Today, almost every interaction we have seems to be an art of war. Warring words wins votes. It wins you power and powerful friends. It gets you what you want.

In such a society, we shouldn't be surprised when young people become increasingly violent. Or loving relationships don't last. Or acrimony seems to spin on the flip of a coin. It's a natural result of emulation. The micro emulates the macro and vice versa. It's a vicious cycle.

Once locked into a warring mindset that achieves short-term results, you begin to see the world in that way. Every obstacle is a goal to be conquered. And with every failure, we turn that warring mentality on ourselves or our loved ones.

What we equate with strength at the start soon becomes a weakness. It's a house built on sand rather than stone; the house on sand is easier to build, but it doesn't last. What requires so little effort, will require just as little effort to fall. Whether its downfall takes a decade, a generation or two - or even a few centuries - in the grand scheme of things, it will not last.

Look at nearly two decades of news headlines and the overview is of so many houses being built on sand: The cross-section shows a slide towards violence, extremism and authoritarianism. Whether a subconscious choice or not, there is a gradual precedence of more serious news events over quirky ones. Interest over what tickles our fancy has been overtaken by the (increasingly less fanciful) fear of what threatens us.

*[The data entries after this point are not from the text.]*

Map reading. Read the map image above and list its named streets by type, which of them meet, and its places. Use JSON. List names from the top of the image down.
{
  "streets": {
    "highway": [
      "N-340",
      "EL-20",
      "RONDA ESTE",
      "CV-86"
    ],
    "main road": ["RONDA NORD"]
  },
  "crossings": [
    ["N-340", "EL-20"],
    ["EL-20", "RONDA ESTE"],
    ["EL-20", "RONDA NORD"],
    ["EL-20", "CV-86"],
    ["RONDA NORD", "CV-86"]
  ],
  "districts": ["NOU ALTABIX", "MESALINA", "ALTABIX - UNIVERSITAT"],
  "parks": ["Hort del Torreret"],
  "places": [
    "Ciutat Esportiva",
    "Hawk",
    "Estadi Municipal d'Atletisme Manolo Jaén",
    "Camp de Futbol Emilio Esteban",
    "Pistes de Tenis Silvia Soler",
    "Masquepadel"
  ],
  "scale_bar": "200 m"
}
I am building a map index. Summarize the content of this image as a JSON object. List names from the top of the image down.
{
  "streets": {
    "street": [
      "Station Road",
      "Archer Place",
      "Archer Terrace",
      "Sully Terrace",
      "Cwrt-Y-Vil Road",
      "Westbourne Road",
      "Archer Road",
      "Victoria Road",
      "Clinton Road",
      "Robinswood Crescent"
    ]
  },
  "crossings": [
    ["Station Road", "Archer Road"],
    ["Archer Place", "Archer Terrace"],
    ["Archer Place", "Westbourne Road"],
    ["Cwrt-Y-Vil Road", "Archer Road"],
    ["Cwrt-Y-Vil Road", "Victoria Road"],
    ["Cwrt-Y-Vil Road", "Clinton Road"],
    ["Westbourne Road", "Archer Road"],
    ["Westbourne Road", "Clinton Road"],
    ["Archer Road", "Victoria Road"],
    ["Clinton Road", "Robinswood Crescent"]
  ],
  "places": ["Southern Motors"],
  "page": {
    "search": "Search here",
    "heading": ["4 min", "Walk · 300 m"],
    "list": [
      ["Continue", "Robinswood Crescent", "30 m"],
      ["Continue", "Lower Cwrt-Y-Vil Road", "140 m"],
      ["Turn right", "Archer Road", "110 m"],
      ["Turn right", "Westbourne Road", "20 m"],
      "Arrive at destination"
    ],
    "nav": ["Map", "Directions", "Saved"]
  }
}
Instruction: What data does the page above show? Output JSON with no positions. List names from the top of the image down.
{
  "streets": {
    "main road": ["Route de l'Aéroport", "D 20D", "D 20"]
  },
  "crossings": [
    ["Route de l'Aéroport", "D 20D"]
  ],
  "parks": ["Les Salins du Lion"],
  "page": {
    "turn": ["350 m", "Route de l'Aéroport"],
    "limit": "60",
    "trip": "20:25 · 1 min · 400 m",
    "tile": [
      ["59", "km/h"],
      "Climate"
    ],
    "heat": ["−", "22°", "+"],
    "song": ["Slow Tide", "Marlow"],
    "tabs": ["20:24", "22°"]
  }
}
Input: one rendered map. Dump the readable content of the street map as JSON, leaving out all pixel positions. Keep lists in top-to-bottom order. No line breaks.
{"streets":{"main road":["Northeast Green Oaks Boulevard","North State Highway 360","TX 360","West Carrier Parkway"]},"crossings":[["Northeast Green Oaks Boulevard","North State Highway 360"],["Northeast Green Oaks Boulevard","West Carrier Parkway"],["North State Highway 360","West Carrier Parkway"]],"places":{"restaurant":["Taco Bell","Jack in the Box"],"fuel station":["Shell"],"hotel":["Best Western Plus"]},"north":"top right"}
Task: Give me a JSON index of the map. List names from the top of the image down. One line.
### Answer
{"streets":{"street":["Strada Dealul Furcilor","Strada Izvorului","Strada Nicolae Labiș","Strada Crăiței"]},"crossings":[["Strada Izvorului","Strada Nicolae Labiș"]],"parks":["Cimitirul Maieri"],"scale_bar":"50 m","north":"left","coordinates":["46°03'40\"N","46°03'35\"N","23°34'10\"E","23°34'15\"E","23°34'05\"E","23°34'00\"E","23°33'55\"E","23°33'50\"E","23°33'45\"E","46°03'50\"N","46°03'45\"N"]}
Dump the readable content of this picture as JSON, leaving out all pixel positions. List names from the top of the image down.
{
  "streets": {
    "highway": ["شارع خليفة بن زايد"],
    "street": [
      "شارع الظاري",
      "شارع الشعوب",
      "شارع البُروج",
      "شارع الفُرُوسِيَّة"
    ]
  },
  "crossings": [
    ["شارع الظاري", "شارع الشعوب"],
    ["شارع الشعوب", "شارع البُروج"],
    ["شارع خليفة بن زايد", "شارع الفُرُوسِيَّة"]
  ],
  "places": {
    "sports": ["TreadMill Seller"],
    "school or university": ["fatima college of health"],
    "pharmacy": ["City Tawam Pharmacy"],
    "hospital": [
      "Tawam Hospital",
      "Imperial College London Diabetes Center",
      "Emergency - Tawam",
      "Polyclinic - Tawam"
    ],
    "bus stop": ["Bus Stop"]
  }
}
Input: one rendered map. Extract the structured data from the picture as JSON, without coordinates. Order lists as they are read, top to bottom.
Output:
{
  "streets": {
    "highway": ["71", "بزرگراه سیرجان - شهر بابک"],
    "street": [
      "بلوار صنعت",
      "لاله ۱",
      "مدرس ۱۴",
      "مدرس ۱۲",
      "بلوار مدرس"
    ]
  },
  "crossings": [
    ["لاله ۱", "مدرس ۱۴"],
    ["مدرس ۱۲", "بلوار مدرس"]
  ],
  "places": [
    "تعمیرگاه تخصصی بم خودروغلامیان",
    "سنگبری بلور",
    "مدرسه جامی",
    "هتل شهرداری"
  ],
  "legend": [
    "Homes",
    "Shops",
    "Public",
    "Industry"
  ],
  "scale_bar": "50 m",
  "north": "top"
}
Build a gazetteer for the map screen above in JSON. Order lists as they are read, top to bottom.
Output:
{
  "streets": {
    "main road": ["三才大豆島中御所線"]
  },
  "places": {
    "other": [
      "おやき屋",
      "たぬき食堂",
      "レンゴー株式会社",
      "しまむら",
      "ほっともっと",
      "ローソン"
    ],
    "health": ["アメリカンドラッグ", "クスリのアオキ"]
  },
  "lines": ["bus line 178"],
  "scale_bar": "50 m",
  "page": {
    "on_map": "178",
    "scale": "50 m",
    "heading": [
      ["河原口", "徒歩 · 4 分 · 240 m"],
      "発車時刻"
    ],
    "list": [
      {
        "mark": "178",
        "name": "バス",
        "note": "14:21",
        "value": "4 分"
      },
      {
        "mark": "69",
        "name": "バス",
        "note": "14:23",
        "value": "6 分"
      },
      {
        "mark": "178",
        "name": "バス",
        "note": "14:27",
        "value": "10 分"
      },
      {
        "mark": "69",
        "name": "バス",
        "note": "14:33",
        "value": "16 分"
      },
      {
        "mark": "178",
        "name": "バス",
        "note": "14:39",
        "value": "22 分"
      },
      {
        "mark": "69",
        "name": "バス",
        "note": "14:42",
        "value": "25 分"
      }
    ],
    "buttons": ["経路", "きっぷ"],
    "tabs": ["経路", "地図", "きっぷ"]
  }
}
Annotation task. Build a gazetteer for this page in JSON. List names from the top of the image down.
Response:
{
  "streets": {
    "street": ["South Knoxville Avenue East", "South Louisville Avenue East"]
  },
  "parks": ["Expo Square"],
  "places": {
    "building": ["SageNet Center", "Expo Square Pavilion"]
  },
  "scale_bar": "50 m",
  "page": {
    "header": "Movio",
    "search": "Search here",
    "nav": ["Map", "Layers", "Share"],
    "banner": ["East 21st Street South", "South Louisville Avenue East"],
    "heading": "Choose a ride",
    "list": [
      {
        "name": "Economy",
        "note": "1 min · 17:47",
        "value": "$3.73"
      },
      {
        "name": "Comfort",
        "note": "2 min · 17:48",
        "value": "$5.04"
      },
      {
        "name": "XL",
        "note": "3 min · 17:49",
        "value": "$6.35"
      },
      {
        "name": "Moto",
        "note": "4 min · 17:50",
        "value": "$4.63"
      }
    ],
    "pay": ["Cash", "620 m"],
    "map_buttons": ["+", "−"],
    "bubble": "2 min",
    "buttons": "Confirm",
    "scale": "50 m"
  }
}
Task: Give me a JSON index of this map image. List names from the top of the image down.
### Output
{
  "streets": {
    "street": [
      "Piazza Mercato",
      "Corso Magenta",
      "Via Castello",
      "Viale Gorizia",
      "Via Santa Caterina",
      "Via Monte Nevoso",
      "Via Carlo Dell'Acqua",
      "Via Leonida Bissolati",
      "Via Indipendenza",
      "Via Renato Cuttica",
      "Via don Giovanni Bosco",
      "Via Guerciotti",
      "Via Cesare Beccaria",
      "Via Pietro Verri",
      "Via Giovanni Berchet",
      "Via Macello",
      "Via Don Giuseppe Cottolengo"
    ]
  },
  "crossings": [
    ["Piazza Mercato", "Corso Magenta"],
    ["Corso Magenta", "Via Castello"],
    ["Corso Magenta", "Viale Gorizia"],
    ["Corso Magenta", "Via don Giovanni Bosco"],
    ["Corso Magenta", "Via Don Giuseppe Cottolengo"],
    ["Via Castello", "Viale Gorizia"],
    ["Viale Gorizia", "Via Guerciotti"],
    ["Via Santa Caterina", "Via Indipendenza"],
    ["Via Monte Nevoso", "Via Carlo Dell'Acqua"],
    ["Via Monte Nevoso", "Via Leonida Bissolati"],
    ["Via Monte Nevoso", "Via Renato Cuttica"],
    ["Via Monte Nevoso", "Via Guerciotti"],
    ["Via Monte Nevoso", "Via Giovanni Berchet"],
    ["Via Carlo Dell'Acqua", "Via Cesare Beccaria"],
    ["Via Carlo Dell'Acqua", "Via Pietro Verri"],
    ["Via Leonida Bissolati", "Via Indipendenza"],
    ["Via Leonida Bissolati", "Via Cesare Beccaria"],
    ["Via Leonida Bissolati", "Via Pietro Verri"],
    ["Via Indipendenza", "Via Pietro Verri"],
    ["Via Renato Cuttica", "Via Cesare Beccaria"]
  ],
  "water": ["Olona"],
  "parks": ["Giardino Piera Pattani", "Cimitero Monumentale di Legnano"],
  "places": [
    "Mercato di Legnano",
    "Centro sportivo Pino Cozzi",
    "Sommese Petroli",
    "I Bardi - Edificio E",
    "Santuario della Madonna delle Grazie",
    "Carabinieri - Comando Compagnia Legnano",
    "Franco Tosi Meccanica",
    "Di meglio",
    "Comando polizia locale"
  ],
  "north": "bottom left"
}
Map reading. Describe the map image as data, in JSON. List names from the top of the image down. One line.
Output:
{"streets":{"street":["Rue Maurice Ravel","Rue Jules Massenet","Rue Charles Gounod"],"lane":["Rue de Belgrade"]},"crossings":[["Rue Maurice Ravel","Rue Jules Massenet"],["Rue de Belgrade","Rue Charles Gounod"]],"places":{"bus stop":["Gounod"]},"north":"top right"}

When I first started mashing up "news things" on my blog, my designs were to have a summary of events where I could look back and have a (if somewhat artificial) sense of what that year was like. But I guess it wasn't simply a sense of the world, but a sense of my own mindset that I wanted to track. There is obviously a global project of fear at work, and I just wanted to see at a glance how much I had been affected by it over the years.

You can see the change not just in my selection of news headlines, but in my own posts, too. It's a harsher stance framed in hard, divisive language, focusing on skin coloured politics - which has become the norm for most of us.

This fear, this aggression is popular, its appeal to ordinary people is widespread. And while global populist movements threaten democratic institutions, it also draws attention to lingering problems like inequality: Trump may pass his healthcare reforms and push his loony policies on the back of this aggressive fear. The white man will rescind all the good work the black man has done. And for a short while, America will be the stronger for it, but the lesser because of it.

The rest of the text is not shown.